SLOs, SLIs, and SLAs¶
The Three Acronyms [B]¶
| Term | Full Name | Owner | Audience |
|---|---|---|---|
| SLI | Service Level Indicator | Engineering | Internal |
| SLO | Service Level Objective | Engineering | Internal |
| SLA | Service Level Agreement | Business/Legal | External (customers) |
SLI — What You Measure [B]¶
An SLI is a quantitative measure of a service behavior.
Good SLI formula:
Examples:
- successful HTTP requests / total HTTP requests → availability
- requests < 200ms / total requests → latency
- correct responses / total responses → correctness
- processed jobs / attempted jobs → throughput
What makes a good SLI: - Directly reflects user experience - Measurable in production - Has a clear definition of "good" vs "bad"
→ See Observability for instrumentation.
SLO — What You Target [B]¶
An SLO is the target value for an SLI over a time window.
Time windows: - Rolling (last 30 days) — more responsive to current behavior - Calendar (monthly/quarterly) — easier to reason about for business
Choosing a target: - Start with what users actually need, not what sounds impressive - 99.9% ≠ always better than 99% — higher SLOs cost more to maintain - Leave room for an error budget
Error Budget:
Error Budget = 1 - SLO
99.9% SLO → 0.1% budget → 43.8 min/month
99.5% SLO → 0.5% budget → 3.65 hrs/month
99.0% SLO → 1.0% budget → 7.3 hrs/month
→ See Fundamentals: Error Budgets
SLA — What You Promise [I]¶
An SLA is a contract with a customer.

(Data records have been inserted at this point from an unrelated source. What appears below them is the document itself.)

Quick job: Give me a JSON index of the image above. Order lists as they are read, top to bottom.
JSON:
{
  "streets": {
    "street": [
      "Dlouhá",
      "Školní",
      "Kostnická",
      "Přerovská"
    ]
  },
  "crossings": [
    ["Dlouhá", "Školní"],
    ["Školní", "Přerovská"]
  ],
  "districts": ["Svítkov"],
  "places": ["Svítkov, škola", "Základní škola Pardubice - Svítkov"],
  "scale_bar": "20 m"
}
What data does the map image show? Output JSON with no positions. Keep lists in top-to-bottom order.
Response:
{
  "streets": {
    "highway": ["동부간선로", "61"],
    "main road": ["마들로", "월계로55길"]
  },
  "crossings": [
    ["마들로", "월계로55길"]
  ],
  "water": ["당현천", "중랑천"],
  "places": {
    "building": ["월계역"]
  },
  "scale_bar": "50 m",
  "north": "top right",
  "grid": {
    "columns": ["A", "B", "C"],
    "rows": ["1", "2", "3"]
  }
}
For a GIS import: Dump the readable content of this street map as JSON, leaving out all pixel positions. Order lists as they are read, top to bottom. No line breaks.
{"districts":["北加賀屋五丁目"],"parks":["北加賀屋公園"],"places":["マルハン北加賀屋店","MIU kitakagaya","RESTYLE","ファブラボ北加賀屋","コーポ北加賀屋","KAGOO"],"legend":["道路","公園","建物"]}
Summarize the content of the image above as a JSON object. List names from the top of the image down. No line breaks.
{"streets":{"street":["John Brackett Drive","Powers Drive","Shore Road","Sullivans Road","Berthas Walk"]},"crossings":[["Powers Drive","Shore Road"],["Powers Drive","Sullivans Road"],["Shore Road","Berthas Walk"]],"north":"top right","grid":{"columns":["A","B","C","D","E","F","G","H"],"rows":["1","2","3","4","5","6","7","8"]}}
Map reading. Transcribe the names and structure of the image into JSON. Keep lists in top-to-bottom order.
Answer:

If violated, there are consequences (refunds, credits).
SLA < SLO (always):
The gap between SLO and SLA is your buffer for incidents before customer impact triggers penalties.
Defining SLOs in Practice [I]¶
Step 1: Identify critical user journeys¶
- Login flow, checkout, data export, API response
Step 2: Pick SLIs per journey¶
- Availability SLI: % successful requests
- Latency SLI: % requests under threshold (e.g., p99 < 500ms)
Step 3: Set targets¶
- Look at historical data
- Ask: "At what point do users complain?"
- Start conservative — tighten as you learn
Step 4: Implement tracking¶
- Prometheus + Grafana, Datadog, New Relic, Google Cloud Monitoring
Step 5: Set up alerting on burn rate¶
- Alert when you're consuming error budget too fast (not when you cross the SLO)
Burn Rate Alerting [A]¶
Burn rate = how fast you're consuming error budget vs the expected rate.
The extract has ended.